#### Extracted information

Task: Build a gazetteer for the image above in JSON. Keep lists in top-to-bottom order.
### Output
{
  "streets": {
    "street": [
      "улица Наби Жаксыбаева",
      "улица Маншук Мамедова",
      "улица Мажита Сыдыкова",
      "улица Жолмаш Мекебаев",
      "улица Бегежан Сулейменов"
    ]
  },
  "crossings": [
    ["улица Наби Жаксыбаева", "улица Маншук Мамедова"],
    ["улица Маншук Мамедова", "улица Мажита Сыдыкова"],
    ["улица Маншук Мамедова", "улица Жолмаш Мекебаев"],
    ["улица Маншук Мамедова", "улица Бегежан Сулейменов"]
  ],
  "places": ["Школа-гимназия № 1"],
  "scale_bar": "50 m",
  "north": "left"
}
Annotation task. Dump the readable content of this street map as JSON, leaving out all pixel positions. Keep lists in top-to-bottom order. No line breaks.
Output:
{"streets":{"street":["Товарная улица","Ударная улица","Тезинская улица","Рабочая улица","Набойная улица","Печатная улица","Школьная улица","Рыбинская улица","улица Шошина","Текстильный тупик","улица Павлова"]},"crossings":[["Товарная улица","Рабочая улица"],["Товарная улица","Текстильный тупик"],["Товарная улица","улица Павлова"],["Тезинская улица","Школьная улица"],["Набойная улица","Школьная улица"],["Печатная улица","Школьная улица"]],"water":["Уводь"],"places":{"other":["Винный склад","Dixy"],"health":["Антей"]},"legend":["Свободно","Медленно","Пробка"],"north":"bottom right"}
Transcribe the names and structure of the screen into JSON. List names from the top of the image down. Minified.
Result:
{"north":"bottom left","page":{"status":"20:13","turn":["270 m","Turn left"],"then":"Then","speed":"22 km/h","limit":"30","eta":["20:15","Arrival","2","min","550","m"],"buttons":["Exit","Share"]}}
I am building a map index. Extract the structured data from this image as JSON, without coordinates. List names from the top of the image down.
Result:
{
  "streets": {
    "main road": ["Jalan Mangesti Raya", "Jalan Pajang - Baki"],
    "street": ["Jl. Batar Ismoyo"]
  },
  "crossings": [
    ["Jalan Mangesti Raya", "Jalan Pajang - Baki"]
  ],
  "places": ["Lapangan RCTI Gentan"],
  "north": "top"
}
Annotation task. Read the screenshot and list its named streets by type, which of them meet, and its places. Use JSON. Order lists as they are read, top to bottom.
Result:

########

Search the entries for the line holding "Annotation task. Read". Return that line and the ones after it through the last, exactly.

Annotation task. Read the screenshot and list its named streets by type, which of them meet, and its places. Use JSON. Order lists as they are read, top to bottom.
Result:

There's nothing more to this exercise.